Scrape Product Comparisons from CNET (Python + ProxiesAPI)

Apr 04, 2026 · tutorial · #python, #cnet, #web-scraping, #beautifulsoup, #requests, #proxies, #data-extraction

CNET comparison pages are a goldmine for structured data:

product names and variants
key specs (screen size, battery, CPU, etc.)
pros/cons summaries
editorial scoring (sometimes)

The great part: much of this content is already structured as tables or repeated blocks.

The hard part: doing it reliably across multiple comparison pages, categories, and updates.

In this guide we’ll build a scraper that:

Fetches a CNET comparison page
Extracts a normalized “products” list
Extracts comparison tables/spec blocks into a consistent schema
Handles pagination / discovery (optional)
Adds retries + timeouts + ProxiesAPI rotation
Exports JSON/CSV-ready output

We’ll also include a screenshot step so your guide (or internal runbooks) stay verifiable.

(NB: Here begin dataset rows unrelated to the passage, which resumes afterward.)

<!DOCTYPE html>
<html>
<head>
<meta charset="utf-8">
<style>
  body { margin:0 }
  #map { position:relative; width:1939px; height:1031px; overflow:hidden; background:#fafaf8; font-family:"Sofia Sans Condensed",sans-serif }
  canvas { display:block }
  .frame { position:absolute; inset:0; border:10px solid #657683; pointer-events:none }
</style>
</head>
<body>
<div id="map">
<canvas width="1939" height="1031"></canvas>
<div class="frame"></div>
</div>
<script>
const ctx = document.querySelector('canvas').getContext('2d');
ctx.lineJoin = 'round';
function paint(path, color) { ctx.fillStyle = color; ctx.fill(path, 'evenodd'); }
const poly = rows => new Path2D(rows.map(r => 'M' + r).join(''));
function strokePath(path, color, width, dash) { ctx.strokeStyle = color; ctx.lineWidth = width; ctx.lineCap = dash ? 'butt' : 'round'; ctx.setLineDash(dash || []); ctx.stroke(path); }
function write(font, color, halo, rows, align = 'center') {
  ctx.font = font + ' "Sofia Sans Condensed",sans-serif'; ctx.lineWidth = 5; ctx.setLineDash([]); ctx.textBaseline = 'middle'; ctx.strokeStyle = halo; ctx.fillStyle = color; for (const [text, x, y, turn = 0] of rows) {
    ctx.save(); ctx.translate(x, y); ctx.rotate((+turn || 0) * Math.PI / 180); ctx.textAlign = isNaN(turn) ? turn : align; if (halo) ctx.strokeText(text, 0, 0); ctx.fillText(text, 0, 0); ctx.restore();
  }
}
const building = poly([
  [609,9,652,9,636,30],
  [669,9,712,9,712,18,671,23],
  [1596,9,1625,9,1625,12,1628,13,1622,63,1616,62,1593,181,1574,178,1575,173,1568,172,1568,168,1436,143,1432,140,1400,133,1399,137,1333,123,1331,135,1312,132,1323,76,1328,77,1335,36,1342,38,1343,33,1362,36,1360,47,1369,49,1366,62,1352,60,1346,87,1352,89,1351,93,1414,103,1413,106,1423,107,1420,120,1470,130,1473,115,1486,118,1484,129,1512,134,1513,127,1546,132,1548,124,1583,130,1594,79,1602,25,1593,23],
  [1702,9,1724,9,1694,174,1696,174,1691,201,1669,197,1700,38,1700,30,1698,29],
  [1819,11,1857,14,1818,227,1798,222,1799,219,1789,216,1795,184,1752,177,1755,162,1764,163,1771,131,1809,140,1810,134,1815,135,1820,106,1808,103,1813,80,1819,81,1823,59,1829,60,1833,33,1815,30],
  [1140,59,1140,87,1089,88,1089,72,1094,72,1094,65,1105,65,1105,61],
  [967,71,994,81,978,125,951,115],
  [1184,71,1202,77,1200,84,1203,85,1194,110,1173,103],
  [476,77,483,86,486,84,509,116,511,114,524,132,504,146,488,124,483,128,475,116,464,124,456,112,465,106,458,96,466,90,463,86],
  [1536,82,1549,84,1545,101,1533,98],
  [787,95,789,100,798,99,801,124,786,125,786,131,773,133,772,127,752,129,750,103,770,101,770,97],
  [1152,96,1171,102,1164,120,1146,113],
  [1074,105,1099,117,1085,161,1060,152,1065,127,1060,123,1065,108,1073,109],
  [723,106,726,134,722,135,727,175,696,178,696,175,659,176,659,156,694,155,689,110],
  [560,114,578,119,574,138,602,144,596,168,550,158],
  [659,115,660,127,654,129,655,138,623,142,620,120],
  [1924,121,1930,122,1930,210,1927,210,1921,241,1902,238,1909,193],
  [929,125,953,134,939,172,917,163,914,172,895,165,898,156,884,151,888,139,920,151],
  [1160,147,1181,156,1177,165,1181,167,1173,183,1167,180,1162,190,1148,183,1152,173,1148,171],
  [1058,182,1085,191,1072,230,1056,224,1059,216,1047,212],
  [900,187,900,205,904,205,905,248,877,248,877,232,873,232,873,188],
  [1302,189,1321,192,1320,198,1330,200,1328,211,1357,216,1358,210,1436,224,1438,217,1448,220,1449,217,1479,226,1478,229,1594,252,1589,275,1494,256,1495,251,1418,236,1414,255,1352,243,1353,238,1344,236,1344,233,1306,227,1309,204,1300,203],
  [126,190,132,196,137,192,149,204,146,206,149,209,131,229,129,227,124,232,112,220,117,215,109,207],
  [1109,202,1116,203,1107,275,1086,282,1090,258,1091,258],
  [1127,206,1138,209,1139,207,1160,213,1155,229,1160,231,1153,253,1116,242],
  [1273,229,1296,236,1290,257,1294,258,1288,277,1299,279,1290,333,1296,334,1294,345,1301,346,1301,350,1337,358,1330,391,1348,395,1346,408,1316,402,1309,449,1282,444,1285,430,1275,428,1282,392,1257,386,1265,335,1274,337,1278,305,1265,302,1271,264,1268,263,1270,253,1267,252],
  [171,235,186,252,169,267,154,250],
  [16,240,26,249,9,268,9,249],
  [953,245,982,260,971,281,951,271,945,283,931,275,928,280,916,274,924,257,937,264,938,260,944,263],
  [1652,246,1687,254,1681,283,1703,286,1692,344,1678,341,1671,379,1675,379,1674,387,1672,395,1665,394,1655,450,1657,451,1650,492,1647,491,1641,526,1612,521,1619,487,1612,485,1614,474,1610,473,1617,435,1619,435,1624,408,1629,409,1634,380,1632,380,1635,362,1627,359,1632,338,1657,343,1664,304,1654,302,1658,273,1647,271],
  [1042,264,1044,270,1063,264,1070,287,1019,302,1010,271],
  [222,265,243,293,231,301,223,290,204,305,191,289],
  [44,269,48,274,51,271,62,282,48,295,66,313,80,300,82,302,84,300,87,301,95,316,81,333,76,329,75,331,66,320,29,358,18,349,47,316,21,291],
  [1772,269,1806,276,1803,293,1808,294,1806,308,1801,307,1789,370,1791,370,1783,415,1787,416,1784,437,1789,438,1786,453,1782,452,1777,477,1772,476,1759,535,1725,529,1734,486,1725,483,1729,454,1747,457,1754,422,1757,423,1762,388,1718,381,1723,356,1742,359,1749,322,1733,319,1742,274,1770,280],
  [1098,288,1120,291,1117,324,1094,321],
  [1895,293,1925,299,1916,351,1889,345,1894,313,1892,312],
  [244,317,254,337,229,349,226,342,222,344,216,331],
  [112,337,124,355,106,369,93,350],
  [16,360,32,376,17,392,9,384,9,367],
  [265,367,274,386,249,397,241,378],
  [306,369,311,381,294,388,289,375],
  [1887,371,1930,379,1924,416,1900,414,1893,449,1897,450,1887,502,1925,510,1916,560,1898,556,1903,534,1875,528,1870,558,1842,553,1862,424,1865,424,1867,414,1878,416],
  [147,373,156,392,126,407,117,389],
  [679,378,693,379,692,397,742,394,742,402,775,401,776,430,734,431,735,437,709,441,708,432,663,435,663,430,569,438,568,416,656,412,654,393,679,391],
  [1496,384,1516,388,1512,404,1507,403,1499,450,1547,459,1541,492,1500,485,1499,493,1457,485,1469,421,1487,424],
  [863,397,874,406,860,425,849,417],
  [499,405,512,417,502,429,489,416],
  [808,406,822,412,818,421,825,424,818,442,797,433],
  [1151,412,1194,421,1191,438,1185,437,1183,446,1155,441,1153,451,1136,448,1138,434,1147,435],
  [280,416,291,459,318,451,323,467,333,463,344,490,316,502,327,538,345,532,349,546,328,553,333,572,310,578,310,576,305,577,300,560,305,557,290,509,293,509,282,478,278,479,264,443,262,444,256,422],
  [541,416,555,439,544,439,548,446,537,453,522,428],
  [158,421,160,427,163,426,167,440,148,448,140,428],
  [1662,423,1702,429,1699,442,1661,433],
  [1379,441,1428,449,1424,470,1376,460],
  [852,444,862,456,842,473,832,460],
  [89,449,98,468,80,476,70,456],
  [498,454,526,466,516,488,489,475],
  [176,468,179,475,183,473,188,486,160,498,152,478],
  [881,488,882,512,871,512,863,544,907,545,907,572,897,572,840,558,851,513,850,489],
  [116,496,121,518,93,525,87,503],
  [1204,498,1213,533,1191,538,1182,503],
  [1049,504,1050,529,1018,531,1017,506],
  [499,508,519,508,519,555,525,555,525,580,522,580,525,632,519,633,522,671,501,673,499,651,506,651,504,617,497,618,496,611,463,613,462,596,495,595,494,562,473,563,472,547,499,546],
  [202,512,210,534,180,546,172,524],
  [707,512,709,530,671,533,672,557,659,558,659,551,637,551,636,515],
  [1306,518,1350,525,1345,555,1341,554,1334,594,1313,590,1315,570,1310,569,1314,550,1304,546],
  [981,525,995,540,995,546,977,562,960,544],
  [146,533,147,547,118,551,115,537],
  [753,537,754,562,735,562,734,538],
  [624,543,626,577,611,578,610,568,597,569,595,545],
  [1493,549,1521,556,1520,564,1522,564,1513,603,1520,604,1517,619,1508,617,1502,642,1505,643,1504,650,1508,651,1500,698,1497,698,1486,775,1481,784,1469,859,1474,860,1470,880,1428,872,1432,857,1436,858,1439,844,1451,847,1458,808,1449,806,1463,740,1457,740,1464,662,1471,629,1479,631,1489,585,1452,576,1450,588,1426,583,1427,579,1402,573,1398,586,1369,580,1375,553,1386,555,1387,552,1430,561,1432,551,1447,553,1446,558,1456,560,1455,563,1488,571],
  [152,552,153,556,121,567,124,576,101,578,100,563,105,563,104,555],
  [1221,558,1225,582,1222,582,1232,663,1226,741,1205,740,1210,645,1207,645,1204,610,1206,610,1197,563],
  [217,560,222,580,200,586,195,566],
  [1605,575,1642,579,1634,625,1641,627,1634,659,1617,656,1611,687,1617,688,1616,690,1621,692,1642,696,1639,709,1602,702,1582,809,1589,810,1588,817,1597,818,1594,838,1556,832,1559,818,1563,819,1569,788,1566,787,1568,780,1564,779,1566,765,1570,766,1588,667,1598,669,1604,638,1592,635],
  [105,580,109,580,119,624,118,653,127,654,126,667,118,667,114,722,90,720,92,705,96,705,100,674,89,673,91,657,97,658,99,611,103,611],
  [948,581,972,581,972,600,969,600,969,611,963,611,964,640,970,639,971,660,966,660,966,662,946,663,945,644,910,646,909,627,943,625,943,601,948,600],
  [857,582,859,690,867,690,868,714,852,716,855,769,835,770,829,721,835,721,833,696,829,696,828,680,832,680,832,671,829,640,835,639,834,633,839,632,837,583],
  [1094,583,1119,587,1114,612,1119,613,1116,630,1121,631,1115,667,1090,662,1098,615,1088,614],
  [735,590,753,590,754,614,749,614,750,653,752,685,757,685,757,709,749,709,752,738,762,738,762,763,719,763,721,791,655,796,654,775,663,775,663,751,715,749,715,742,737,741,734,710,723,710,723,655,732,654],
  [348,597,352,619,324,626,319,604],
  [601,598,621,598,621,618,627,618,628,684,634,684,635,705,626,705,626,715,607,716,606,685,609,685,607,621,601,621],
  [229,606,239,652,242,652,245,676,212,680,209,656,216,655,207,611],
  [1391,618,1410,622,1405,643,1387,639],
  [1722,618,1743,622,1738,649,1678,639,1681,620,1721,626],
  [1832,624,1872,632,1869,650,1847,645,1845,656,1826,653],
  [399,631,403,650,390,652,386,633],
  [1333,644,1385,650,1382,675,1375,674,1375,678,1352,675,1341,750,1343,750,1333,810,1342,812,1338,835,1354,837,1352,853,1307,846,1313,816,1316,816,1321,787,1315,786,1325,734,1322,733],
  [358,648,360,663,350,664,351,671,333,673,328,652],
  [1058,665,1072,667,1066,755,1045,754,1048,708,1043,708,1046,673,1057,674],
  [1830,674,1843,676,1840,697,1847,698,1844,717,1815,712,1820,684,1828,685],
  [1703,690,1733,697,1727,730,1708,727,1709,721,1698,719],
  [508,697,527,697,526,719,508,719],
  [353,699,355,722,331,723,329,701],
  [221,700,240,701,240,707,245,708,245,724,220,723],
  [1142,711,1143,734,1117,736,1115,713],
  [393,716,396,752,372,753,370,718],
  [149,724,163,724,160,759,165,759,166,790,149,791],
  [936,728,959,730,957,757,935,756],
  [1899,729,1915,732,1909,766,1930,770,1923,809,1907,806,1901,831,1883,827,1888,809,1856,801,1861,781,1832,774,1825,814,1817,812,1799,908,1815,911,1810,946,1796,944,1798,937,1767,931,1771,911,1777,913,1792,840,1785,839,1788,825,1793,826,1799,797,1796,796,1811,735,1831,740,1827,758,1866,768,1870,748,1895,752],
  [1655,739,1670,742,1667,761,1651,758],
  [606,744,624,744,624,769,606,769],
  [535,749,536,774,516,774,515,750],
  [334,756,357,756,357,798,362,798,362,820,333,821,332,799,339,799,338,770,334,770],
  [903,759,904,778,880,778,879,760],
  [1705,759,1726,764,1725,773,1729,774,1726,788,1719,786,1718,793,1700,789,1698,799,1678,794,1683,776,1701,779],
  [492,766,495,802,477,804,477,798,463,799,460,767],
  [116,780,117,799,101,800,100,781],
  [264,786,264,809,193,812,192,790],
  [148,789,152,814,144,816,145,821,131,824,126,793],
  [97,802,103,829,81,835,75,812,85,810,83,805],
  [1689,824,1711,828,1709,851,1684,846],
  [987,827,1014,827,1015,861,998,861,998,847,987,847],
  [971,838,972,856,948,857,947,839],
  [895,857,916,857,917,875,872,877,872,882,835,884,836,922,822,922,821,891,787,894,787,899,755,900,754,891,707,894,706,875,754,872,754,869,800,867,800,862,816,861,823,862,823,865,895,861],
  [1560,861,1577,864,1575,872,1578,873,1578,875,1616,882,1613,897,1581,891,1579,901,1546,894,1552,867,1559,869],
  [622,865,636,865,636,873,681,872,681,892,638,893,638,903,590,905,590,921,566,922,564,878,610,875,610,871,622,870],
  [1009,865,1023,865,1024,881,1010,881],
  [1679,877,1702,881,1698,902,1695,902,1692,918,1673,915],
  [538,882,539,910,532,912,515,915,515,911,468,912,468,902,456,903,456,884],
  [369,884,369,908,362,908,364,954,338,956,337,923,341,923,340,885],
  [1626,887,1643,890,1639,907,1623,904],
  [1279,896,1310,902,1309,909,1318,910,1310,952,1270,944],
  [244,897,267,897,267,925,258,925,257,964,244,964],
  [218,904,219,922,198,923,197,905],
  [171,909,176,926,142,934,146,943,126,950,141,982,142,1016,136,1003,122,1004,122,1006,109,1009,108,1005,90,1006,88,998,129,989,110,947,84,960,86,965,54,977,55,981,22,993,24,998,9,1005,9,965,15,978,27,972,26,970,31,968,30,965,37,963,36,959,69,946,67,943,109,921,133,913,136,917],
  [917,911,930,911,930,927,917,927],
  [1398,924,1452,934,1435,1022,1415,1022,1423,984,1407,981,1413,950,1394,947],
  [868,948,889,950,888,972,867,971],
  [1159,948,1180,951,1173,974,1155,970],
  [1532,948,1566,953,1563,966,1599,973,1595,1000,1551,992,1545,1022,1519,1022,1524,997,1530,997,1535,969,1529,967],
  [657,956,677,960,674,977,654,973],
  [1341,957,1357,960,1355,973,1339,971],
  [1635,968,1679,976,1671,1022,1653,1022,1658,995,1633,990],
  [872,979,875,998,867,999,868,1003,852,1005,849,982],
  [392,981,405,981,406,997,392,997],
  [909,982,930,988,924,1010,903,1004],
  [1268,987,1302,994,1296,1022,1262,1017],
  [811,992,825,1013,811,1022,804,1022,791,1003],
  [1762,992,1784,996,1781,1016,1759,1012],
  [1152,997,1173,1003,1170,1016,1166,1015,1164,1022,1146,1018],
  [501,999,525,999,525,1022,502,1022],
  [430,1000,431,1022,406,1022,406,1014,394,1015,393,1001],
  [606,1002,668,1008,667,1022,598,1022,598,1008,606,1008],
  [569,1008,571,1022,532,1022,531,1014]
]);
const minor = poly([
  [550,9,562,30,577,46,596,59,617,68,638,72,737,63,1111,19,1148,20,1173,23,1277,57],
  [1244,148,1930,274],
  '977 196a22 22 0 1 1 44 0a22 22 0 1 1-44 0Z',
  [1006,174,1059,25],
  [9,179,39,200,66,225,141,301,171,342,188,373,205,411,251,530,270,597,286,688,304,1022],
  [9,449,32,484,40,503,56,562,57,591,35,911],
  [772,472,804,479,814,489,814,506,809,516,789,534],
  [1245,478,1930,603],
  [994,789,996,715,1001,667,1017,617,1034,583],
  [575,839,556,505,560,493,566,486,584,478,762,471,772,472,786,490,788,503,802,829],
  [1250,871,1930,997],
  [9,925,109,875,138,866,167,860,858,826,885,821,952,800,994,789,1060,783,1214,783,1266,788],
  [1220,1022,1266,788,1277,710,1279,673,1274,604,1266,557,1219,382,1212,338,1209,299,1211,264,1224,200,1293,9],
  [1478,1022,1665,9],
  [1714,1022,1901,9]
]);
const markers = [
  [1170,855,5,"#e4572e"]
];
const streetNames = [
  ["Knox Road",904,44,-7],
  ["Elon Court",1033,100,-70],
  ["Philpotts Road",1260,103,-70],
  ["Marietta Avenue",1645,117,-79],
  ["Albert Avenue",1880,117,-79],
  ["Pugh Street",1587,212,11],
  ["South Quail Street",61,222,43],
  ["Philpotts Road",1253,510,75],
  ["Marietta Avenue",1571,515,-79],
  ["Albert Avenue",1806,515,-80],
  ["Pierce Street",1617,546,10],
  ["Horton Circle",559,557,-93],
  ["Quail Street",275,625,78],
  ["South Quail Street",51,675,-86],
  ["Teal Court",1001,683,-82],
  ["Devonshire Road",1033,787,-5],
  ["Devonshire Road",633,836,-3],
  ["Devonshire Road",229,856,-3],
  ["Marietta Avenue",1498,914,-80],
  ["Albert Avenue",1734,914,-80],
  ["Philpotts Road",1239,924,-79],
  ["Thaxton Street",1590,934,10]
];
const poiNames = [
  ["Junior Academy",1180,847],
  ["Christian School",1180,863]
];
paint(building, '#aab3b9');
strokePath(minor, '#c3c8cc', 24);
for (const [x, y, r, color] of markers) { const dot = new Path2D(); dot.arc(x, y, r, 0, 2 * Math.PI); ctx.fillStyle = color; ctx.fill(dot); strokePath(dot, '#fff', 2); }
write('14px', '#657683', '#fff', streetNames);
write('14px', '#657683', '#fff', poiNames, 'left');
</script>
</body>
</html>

Make comparison-table scraping reliable with ProxiesAPI

Comparison pages look simple, but production crawls fail on blocks, throttling, and flaky responses. ProxiesAPI helps keep your fetch layer stable so your table parser can do its job.

Get 1,000 free API calls View pricing

What we’re scraping

CNET has multiple page templates. A “comparison” page typically contains:

a header describing the comparison
product tiles/cards
one or more spec tables (sometimes multiple sections)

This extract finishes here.